# lost my doo-de-doo-de-doo



## cleudo (Apr 7, 2002)

TiVo isn't making any noise when I fast forward (and no bong when I hit the TiVo button). Otherwise, it works fine....

Any ideas?


----------



## cwaring (Feb 12, 2002)

Either someone's switched them off in the menus or you have your TV muted.


----------



## mikerr (Jun 2, 2005)

Or you've crashed the audio (as happens with the mp3 player) and you'll need to reboot to fix.


----------



## cleudo (Apr 7, 2002)

cwaring said:


> Either someone's switched them off in the menus or you have your TV muted.


switched off in the menu... very strange, never been in that menu before.

Must've sat on the remote.


----------



## cwaring (Feb 12, 2002)

Well yes, you must have sat on it in a _very_ strange way as it's not something that's easy to do


----------



## Pete77 (Aug 1, 2006)

cleudo said:


> switched off in the menu... very strange, never been in that menu before.


What about visitors to your household or other members of your household.

While you clearly like the Tivo sounds many people (myself included) prefer their Tivo button presses to be silent.

Are you sure one of your relative's isn't secretly expressing their preference?


----------



## cleudo (Apr 7, 2002)

Pete77 said:


> What about visitors to your household or other members of your household.
> Are you sure one of your relative's isn't secretly expressing their preference?
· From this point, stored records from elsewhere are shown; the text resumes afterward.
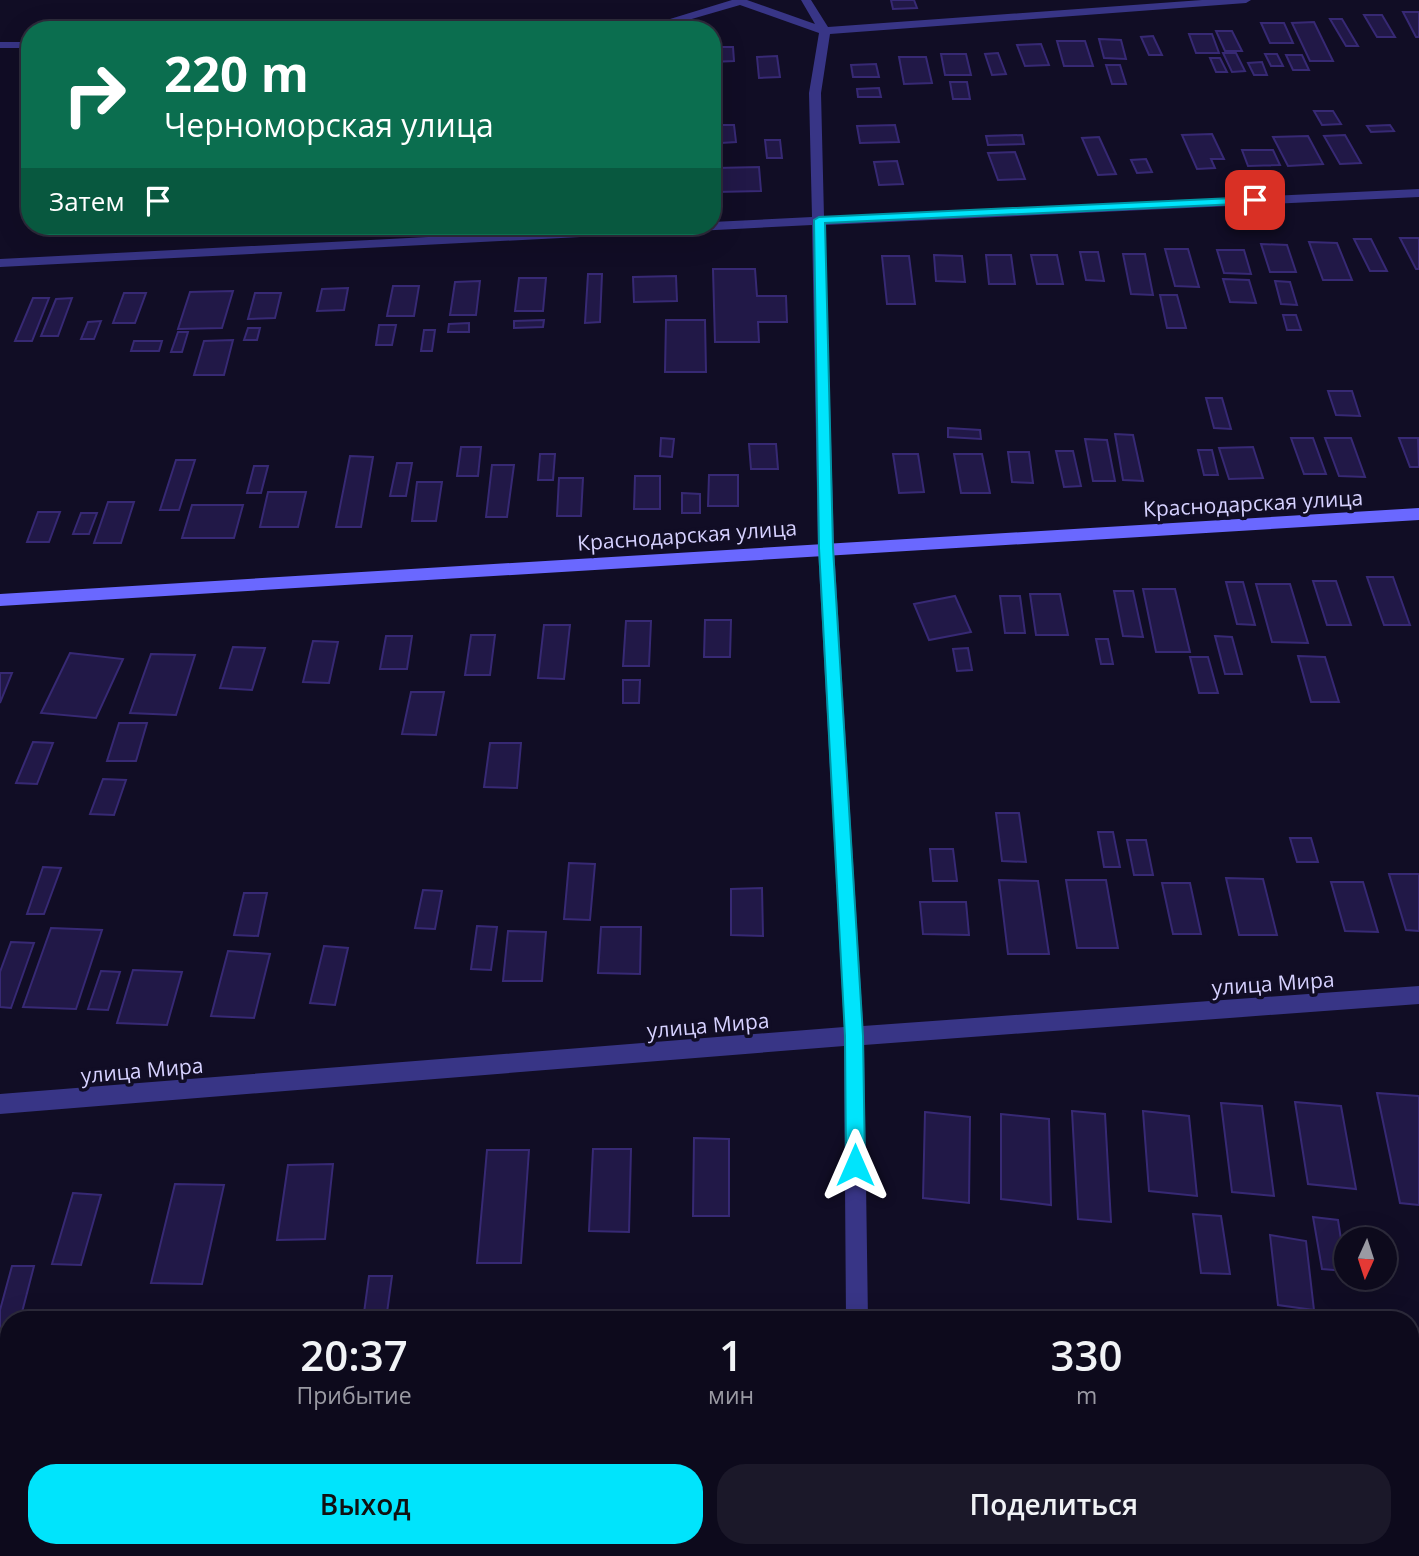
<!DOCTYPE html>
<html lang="ru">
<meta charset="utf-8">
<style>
:root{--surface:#0d0a1c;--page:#1b1829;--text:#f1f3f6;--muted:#9a9aa3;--line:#2d2b3b;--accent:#00e4fc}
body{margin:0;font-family:"Open Sans",sans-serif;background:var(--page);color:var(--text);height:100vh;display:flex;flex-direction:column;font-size:26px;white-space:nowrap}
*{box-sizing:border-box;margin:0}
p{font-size:23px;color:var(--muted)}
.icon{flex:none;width:38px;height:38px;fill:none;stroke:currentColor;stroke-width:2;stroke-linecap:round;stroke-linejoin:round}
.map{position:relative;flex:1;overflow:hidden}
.side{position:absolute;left:0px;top:1311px;width:1419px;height:247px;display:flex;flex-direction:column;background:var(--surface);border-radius:28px 28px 0 0;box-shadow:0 7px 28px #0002,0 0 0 2px var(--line)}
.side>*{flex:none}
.top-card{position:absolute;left:21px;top:21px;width:700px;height:214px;border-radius:28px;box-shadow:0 7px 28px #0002,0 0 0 2px var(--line);background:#0b6e4f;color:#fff;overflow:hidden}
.needle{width:46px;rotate:183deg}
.tools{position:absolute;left:1334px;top:1227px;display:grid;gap:14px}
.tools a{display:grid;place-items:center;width:63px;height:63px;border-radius:50%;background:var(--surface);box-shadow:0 7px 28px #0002,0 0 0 2px var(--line);font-size:35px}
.pin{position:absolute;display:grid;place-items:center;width:60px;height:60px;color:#fff;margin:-30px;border-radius:14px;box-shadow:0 4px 10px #0006}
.me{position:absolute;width:77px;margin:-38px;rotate:0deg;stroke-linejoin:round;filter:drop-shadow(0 0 5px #0008)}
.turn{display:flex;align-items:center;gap:24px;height:147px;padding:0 28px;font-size:32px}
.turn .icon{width:91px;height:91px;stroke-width:2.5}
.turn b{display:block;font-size:49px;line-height:60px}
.then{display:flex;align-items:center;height:66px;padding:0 28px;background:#0003;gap:14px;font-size:26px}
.eta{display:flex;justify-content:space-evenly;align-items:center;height:119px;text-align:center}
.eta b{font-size:42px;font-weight:600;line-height:49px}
.cta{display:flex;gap:14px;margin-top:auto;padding:14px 28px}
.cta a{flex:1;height:80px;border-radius:28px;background:var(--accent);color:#111;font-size:28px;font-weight:600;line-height:80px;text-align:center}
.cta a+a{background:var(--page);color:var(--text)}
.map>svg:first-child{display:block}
.building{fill:#211847;stroke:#372974;stroke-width:2}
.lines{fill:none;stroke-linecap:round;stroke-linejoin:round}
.street{fill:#383586;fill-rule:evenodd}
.secondary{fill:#6a68ff;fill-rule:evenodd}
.route{fill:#00e4fc;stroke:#0094a4;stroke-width:2}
.labels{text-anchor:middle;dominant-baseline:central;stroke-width:7;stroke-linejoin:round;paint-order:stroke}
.street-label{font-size:21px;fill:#d6d1ff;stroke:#110d25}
</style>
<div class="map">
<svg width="1419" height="1556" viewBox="0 0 1419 1556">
<rect width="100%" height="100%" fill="#110d25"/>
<path class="building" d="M891 0H914L917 8 893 9Z
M1403 12H1419V37H1416Z
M1364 15H1382L1395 37H1377Z
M1330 19H1342L1358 46H1346Z
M1314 22 1333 61H1310L1292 23Z
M1261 23H1284L1293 43H1270Z
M1216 31H1232L1242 51H1225Z
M1189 34H1212L1219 53H1196Z
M1153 36 1162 55H1149L1141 37Z
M1099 39 1121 40 1126 59 1104 58Z
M1057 41H1085L1093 66H1064Z
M1041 44 1049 65 1025 66 1017 45Z
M712 47H733L734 61 712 62Z
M998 53 1006 74 992 75 985 54Z
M1223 53H1236L1245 71 1232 72Z
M941 54H966L971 75H945Z
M1265 54H1277L1283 66H1271Z
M1286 55H1302L1309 70H1293Z
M777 56 780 77 759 78 757 57Z
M899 57H926L932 83 904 84Z
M1210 58H1220L1227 72H1216Z
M1262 62 1267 75H1254L1248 63Z
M876 64 879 77H853L851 65Z
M1106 65H1120L1126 84H1112Z
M950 82H967L970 99H953Z
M879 88 881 97H858L857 89Z
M1314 111H1333L1341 124 1322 125Z
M719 125H734L736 142 721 143Z
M895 125 899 142 860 143 857 126Z
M1390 125 1394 131 1371 132 1367 126Z
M1212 134 1224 159H1211L1215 168 1197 169 1182 135Z
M1022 135 1024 144 988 145 986 136Z
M1345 135 1361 163 1340 164 1324 136Z
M1308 136 1323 164 1288 166 1273 137Z
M1099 137 1116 174 1098 175 1082 138Z
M765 140H780L782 158H767Z
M1242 150H1273L1280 165 1248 166Z
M1015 152 1025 179 998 180 988 153Z
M1146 159 1152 172 1137 173 1131 160Z
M897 161 903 184 879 185 874 162Z
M759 167 761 191 717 192 716 168Z
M1400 238H1419V269H1416Z
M1354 239H1371L1387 271H1370Z
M1309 242 1337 243 1352 280H1323Z
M1261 244 1287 245 1296 272H1270Z
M1165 249H1188L1199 287 1175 286Z
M1217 250H1244L1251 274 1224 273Z
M1080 252H1098L1104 281 1086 280Z
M1123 254H1145L1153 295 1131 294Z
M934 255 962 256 965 282 936 281Z
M986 255H1011L1015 284H989Z
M1031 255H1057L1063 284H1037Z
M882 256H909L915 304H887Z
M713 269H755L757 296H786L787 322H758L759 342H715Z
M588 274H602L600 322 585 323Z
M676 276 677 301 634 302 633 277Z
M519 278H546L543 311H515Z
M1223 279 1249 280 1256 303 1230 302Z
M480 281 476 315H450L455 282Z
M1275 281 1290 282 1297 305 1281 304Z
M393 286H419L414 316H387Z
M348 288 344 310 317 311 322 289Z
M233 291 222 328 178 329 190 292Z
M124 293H146L135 323H113Z
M255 293H281L275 318 248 319Z
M1160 295H1177L1186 328H1167Z
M33 298H49L32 341H15Z
M72 298 58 336H41L56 299Z
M1283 315H1296L1301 330H1287Z
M544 320 543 327 514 328V321Z
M666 320H705L706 372H665Z
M101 321 94 339H81L88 322Z
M469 323V332H448L449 324Z
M379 325H396L392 345H376Z
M248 328H260L257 340H244Z
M424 330H435L432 351H421Z
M178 332H188L182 352H171Z
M233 340 224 375H194L204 341Z
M134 341H162L159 351H131Z
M1328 391H1352L1360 416 1336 415Z
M1206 398H1222L1231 429 1214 428Z
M948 428 980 430 981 439 948 437Z
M1115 434 1133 435 1143 481 1123 480Z
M661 438 674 439 672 457 660 456Z
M1291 438H1313L1326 474H1304Z
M1325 438H1351L1365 477 1339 476Z
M1399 438H1418L1419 467H1410Z
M1085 439 1107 440 1115 481H1093Z
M749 444H776L778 469H751Z
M461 447H481L478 476H457Z
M1253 447 1263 478 1229 479 1219 448Z
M1198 450H1212L1218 475H1204Z
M1056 451H1073L1081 486 1064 487Z
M1008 452H1029L1033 483 1012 482Z
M540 454H555L553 480H538Z
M893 454H918L924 492 899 493Z
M954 454H982L990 493H961Z
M350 456 373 457 361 527H336Z
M176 460H195L179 510H160Z
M397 463H412L406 496H390Z
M492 465H514L507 517H486Z
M254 466H268L261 493H247Z
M709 475H738V506H708Z
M635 476H660V509H634Z
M559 478H583L581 516H557Z
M417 482H442L436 521H412Z
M268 492H306L298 527H260Z
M682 493 700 494V513H682Z
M108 502H134L121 543H94Z
M192 505H243L234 538H182Z
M38 512H60L49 542H27Z
M81 513H97L89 534H73Z
M1367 577H1393L1410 625H1384Z
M1313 581H1336L1351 625H1327Z
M1226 582H1243L1255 625 1237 624Z
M1256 584H1290L1308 643 1272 642Z
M1143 589H1175L1190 652H1156Z
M1114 591H1133L1143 637 1123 636Z
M1030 594H1060L1068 635H1036Z
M955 596 971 632 929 640 914 604Z
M1000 596H1020L1025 633H1005Z
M705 620H731L730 657H704Z
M626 621H651L649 666H623Z
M544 625H570L564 679 538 678Z
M471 635H495L490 675H465Z
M386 636H412L407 669H380Z
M1215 636 1232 637 1242 674H1225Z
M1096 639H1108L1113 664H1101Z
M313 641 338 642 329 683 303 682Z
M233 647 265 648 252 690 220 688Z
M968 648 972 670 957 671 953 649Z
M70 653 123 659 96 718 41 713Z
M151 654 195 655 176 715 130 713Z
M1298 656 1325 657 1339 702H1311Z
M1190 657H1208L1218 693H1199Z
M0 673H12L0 703Z
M623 680H640L639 703H623Z
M411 692H444L436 735 402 734Z
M119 723H147L136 761H107Z
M33 742 53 743 37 784 16 783Z
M490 743H521L517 788 484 787Z
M103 779 126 780 114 815 90 814Z
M996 813H1019L1026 862 1002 861Z
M1098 832H1113L1120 867H1104Z
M1290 838H1311L1318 862H1297Z
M1127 840H1146L1153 875H1134Z
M930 849H953L957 881H933Z
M569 863 595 864 590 920 564 919Z
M43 867 61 868 44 914H27Z
M1389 874H1419V931L1406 930Z
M1226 878 1263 879 1277 935H1239Z
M999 880 1038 881 1049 954H1008Z
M1066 880H1106L1118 948H1077Z
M1331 882H1363L1378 932 1345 931Z
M1162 883H1190L1201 934H1173Z
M762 888 763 936 731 935V889Z
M423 890 442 891 435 929 415 928Z
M244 893H267L258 936 234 935Z
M920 902H966L969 935 923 934Z
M477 926 497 927 491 970 471 969Z
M601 927H641L640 974 598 973Z
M51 928 102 930 76 1009 23 1007Z
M508 931 546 932 542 981H503Z
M11 942 34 943 11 1008 0 1007V972Z
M324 946 348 948 335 1005 310 1003Z
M228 951 270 954 254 1018 211 1016Z
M133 970 182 972 167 1025 117 1023Z
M101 971 120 972 108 1010 88 1009Z
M1377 1093 1419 1096V1205L1400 1203Z
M1295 1102 1341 1106 1356 1189 1308 1184Z
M1221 1103 1262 1106 1274 1196 1232 1192Z
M1072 1111 1105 1114 1111 1222 1078 1219Z
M1143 1111 1189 1116 1197 1196 1149 1191Z
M925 1112 970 1117 969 1203 923 1198Z
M1001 1114 1049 1119 1051 1205 1001 1199Z
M694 1138 729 1139V1216H693Z
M593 1149H631L629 1232 589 1231Z
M487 1150H529L521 1263H477Z
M333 1164 325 1239 277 1240 288 1165Z
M175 1184 224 1185 202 1284 151 1283Z
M73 1193 101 1195 81 1265 52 1264Z
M1193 1214 1221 1216 1230 1274 1201 1273Z
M1313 1217 1338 1220 1346 1271 1322 1269Z
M1270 1235 1306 1241 1314 1310 1278 1305Z
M12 1266H34L20 1320H9V1329L0 1330V1310Z
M369 1276H392L386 1320H363Z
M927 1549H972V1556H928Z
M1290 1549H1322L1323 1556H1291Z
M1368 1549H1393L1395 1556H1370Z"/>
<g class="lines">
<path class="street" d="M732 0H747L815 24 801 0H811L828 27 1202 0H1251L1246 3 830 34 821 93 824 217 1419 189V197L825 225 834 548 863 1026 1419 986V1004L864 1045 868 1320H846L844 1046 0 1114V1094L844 1027 818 548 812 225 0 267V259L639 226H712V222L812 217 809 93 819 33 740 5 671 25 455 26 393 30 398 27 455 20 670 19Z
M0 42H30V48H0Z
M848 1549H872V1556H848Z"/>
<path class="secondary" d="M1419 508V520L0 606V594Z"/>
</g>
<path class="route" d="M1255 197 1259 198V203L825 223 833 548 863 1036 865 1165 862 1172 855 1174 849 1172 846 1165 845 1036 819 548 814 220 819 217Z"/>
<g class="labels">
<g class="street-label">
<text transform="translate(1253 503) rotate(-3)">Краснодарская улица</text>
<text transform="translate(687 535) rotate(-4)">Краснодарская улица</text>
<text transform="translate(1273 983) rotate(-4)">улица Мира</text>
<text transform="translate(708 1025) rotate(-5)">улица Мира</text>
<text transform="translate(142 1070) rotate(-5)">улица Мира</text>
</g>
</g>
</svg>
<div class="tools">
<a><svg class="needle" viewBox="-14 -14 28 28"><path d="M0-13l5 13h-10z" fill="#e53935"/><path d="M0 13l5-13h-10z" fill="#9a9aa3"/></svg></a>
</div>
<div class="pin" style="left:1255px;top:200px;background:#d93025"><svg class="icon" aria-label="arrive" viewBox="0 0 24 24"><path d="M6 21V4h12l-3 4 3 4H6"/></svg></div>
<svg class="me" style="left:855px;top:1165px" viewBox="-20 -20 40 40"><path d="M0-17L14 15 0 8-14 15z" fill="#00e4fc" stroke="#fff" stroke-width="4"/></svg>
<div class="top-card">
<div class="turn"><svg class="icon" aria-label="right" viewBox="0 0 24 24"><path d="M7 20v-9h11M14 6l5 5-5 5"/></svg><div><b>220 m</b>Черноморская улица</div></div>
<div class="then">Затем<svg class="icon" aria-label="arrive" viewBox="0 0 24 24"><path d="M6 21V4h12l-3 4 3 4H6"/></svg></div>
</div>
<section class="side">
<div class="eta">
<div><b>20:37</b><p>Прибытие</p></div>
<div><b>1</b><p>мин</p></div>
<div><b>330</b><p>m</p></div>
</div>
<div class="cta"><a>Выход</a><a>Поделиться</a></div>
</section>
</div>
hmm - noone owning up - but I'll be expressing my boot up someone's derriere if it happens again...


----------



## Pugwash (May 23, 2003)

Have you ever watched some american programme like CSI and been confused when you hear the TiVo noises? Especially when watching on XBMC!


----------



## ad_jack (Jul 20, 2007)

lol yeah, the simpsons episode that uses the delete/ save recording option as the couch gag got me a treat! I was like noooooo, TiVo cancelled my recording. Then i realised i was watching it on my pc!


----------